Before June 10, 1886 it was generally believed that the Mt Tarawera volcano was extinct. The beautiful Pink and White Terraces, the silica steps rising out of Lake Rotomahana, were one of New Zealand’s first tourist attractions. There were a number of Maori settlements in the area and Europeans had lived in the area since the 1840s.

There are reports that 10 days before the eruption, a party of tourists and their Maori guides saw a waka on Lake Tarawera. While the tourists were unperturbed by the sight, the Maori knew that the waka was not one of theirs. They believed it to be a phantom and an omen of death.

Less than a fortnight later, just after midnight on June 10, a series of sharp earthquakes began to shake the land around Mt. Tarawera.

The eruption was over in six hours and threw out just 1.5 cubic kilometres of material, but though small it was very violent and the consequences were devastating.

Two unidentified men standing outside the fowl house or in which they had spent the night of the Tarawera eruption
A group of men stand amongst the ruins of McRae's Hotel which was destroyed during the 1886 eruption of Mt Tarawera (Alexander Turnbull Library)

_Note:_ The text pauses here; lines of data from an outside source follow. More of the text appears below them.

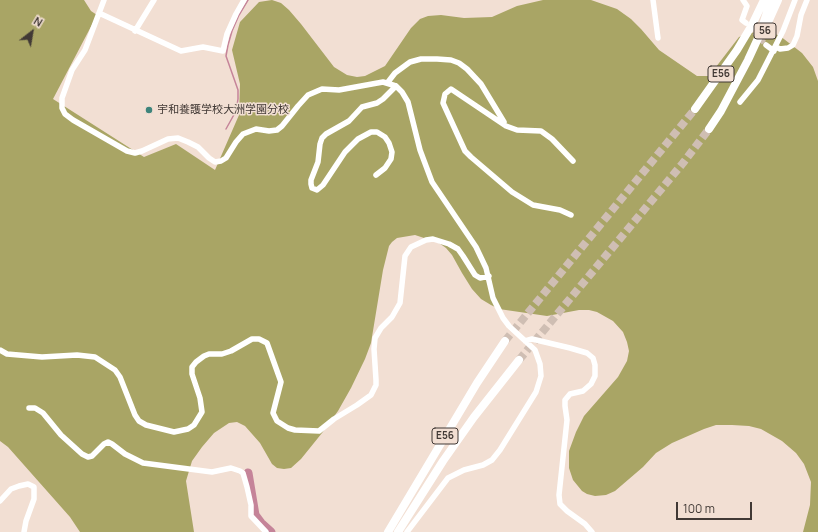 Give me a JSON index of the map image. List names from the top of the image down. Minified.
{"streets":{"highway":["56","E56"]},"crossings":[["56","E56"]],"places":["宇和養護学校大洲学園分校"],"scale_bar":"100 m","north":"top right"} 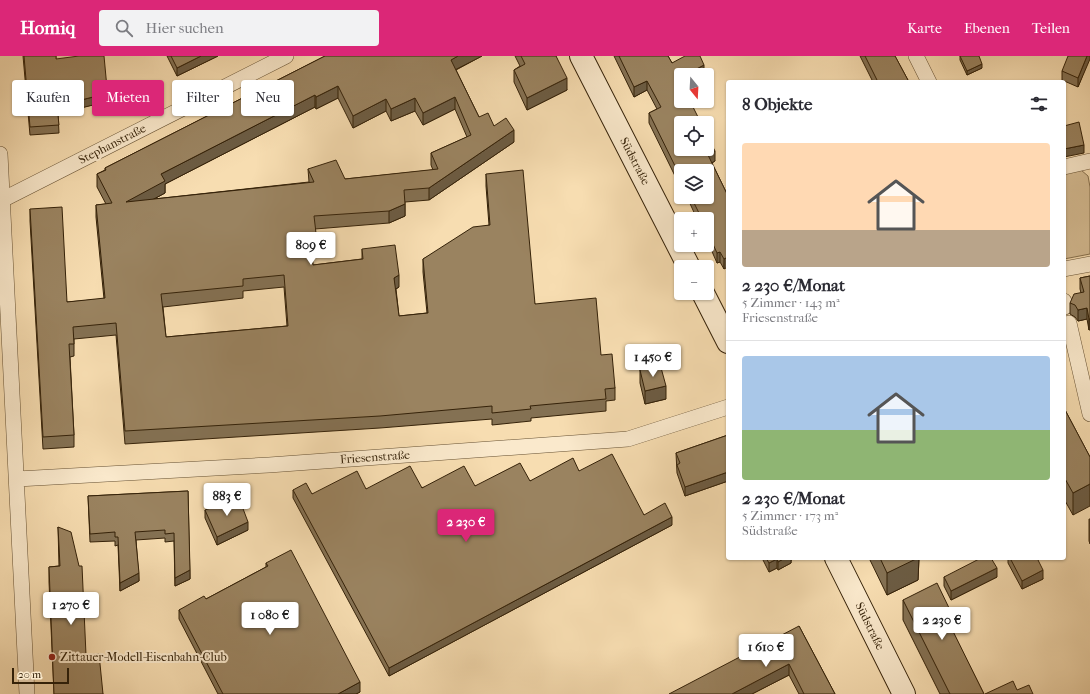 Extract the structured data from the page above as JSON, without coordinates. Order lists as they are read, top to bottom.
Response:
{
  "streets": {
    "main road": ["Südstraße"],
    "street": ["Stephanstraße", "Friesenstraße"]
  },
  "places": ["Zittauer-Modell-Eisenbahn-Club"],
  "scale_bar": "20 m",
  "north": "bottom",
  "page": {
    "header": "Homiq",
    "search": "Hier suchen",
    "nav": ["Karte", "Ebenen", "Teilen"],
    "map_buttons": ["+", "−"],
    "chip": [
      "Kaufen",
      "Mieten",
      "Filter",
      "Neu"
    ],
    "heading": "8 Objekte",
    "list": [
      {
        "name": "2 230 €/Monat",
        "note": "5 Zimmer · 143 m² · Friesenstraße"
      },
      {
        "name": "2 230 €/Monat",
        "note": "5 Zimmer · 173 m² · Südstraße"
      }
    ],
    "price": [
      "809 €",
      "1 450 €",
      "883 €",
      "2 230 €",
      "1 270 €",
      "1 080 €",
      "2 230 €",
      "1 610 €"
    ],
    "scale": "20 m"
  }
} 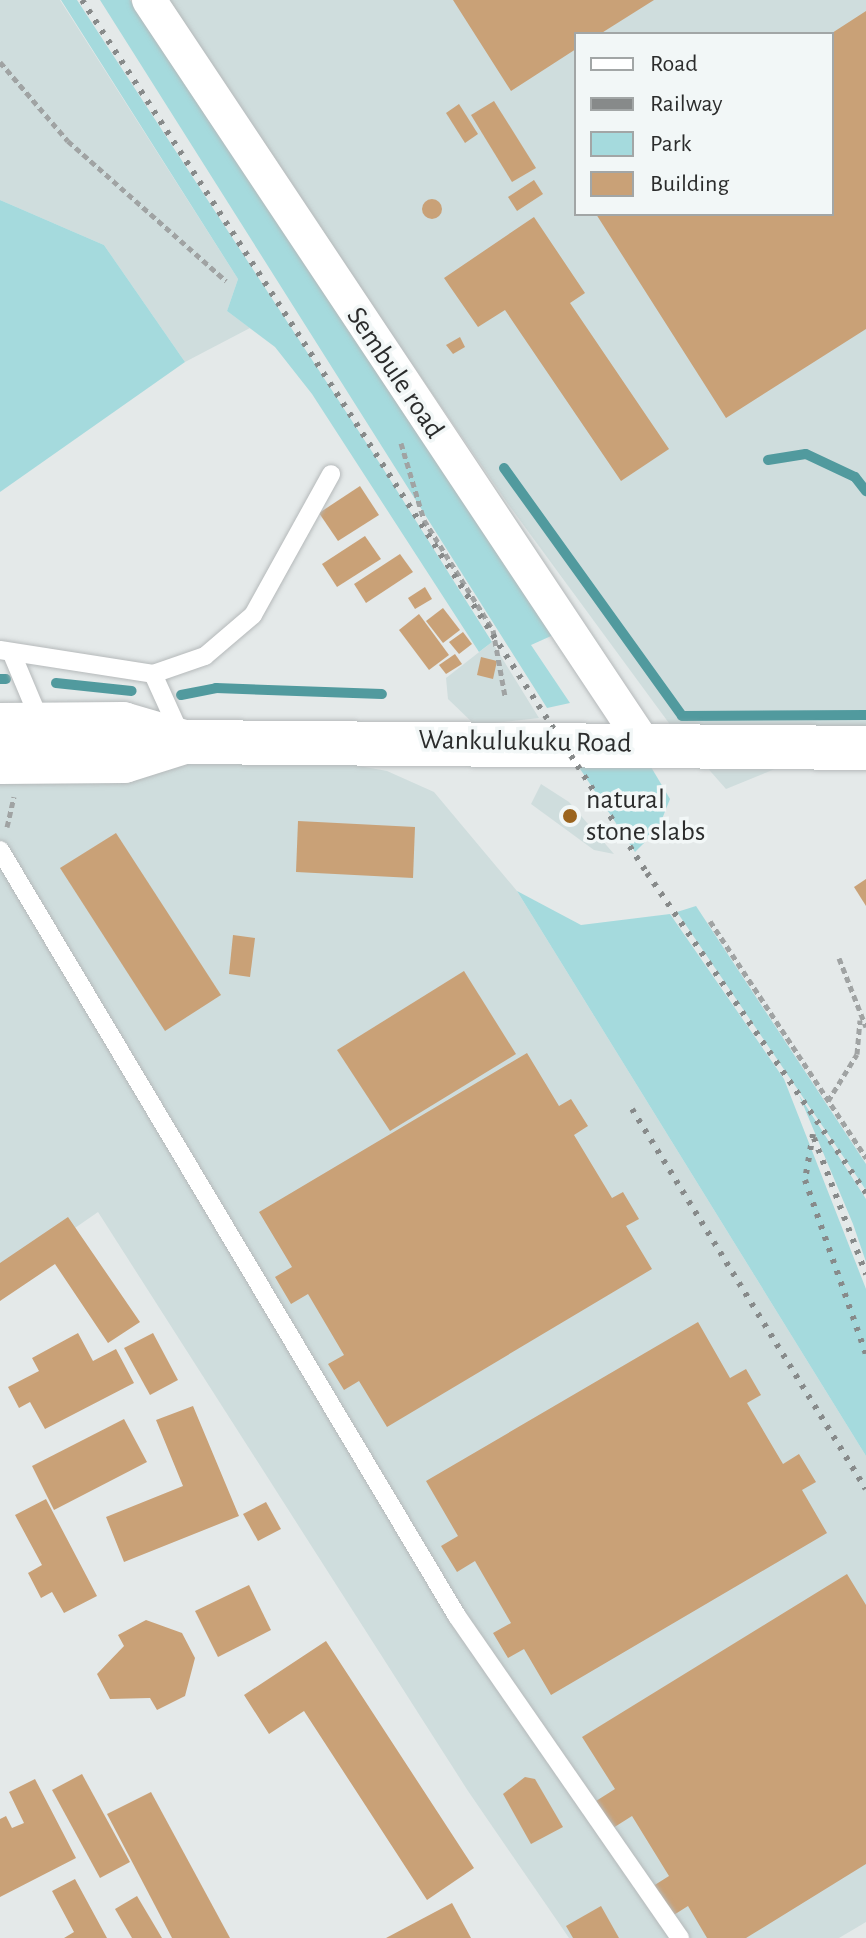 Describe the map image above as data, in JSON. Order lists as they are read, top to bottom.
{
  "streets": {
    "main road": ["Wankulukuku Road"],
    "street": ["Sembule road"]
  },
  "crossings": [
    ["Sembule road", "Wankulukuku Road"]
  ],
  "places": ["natural stone slabs"],
  "legend": [
    "Road",
    "Railway",
    "Park",
    "Building"
  ]
} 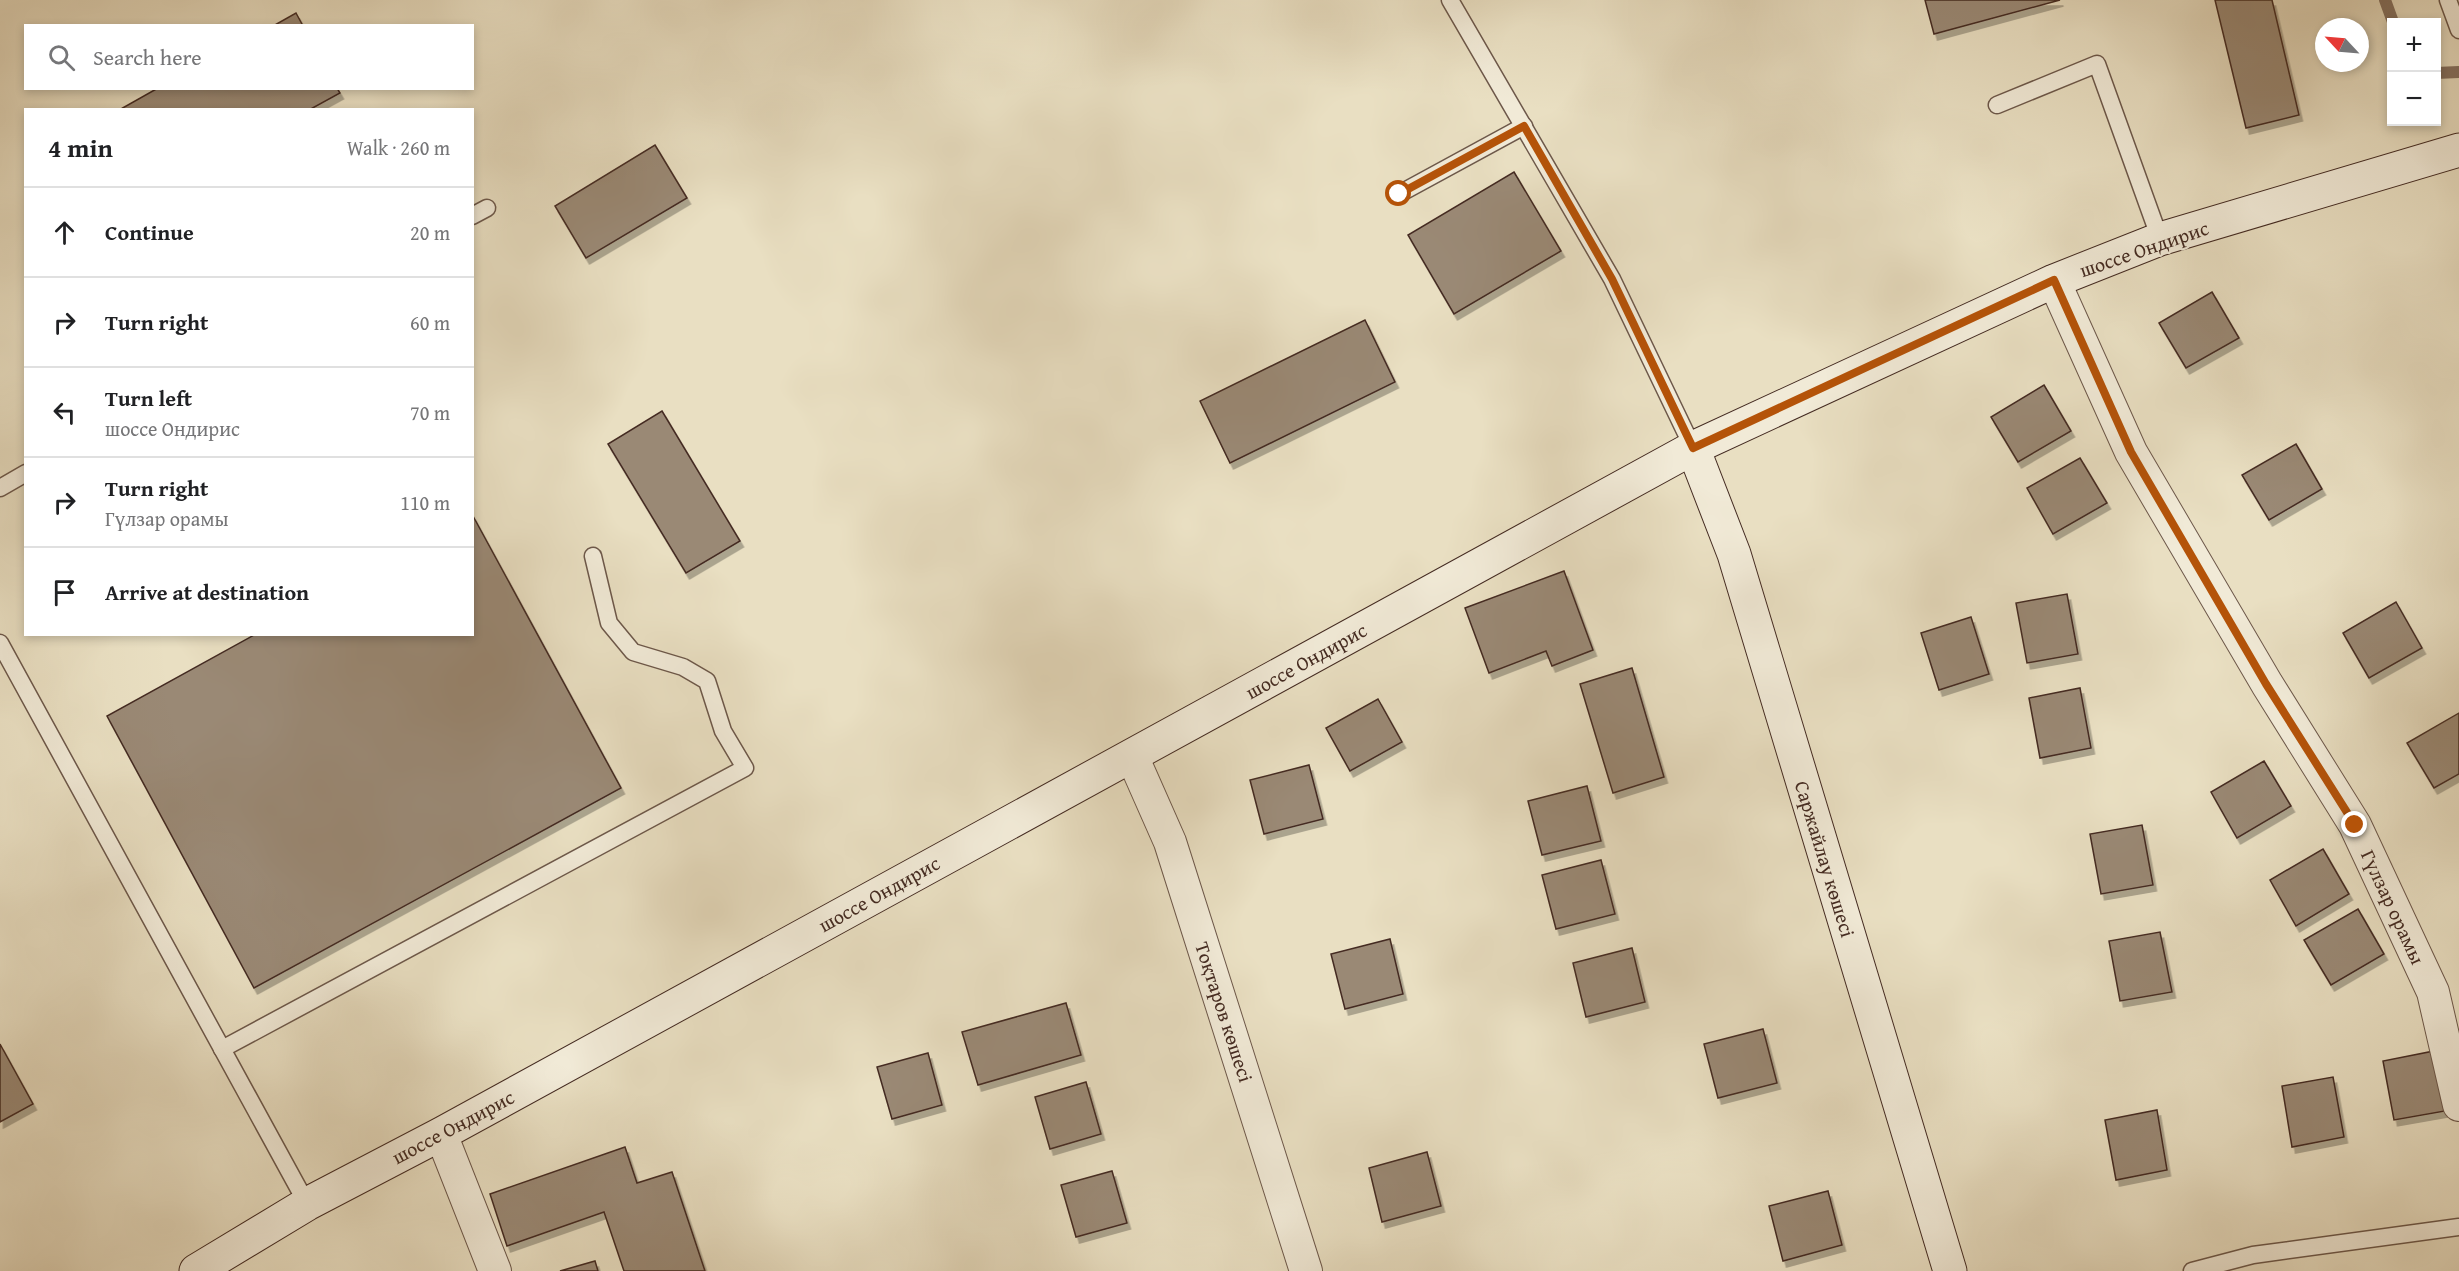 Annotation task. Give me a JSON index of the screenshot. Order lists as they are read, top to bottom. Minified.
{"streets":{"main road":["шоссе Ондирис","Саржайлау көшесі"],"street":["Гүлзар орамы","Тоқтаров көшесі"]},"crossings":[["шоссе Ондирис","Саржайлау көшесі"],["шоссе Ондирис","Гүлзар орамы"],["шоссе Ондирис","Тоқтаров көшесі"]],"north":"top left","page":{"map_buttons":["+","−"],"search":"Search here","heading":["4 min","Walk · 260 m"],"list":[["Continue","20 m"],["Turn right","60 m"],["Turn left","шоссе Ондирис","70 m"],["Turn right","Гүлзар орамы","110 m"],"Arrive at destination"]}}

The Pink and White Terraces were utterly destroyed and villages decimated. More than 100 people lost their lives.

The rift along the top of the mountain was 17 kilometres long. There was a metre or more of ash and mud covering the land around Tarawera. Lake Rotomahana and the surrounding valley were blown out leaving a crater which later filled to become the much larger lake of today.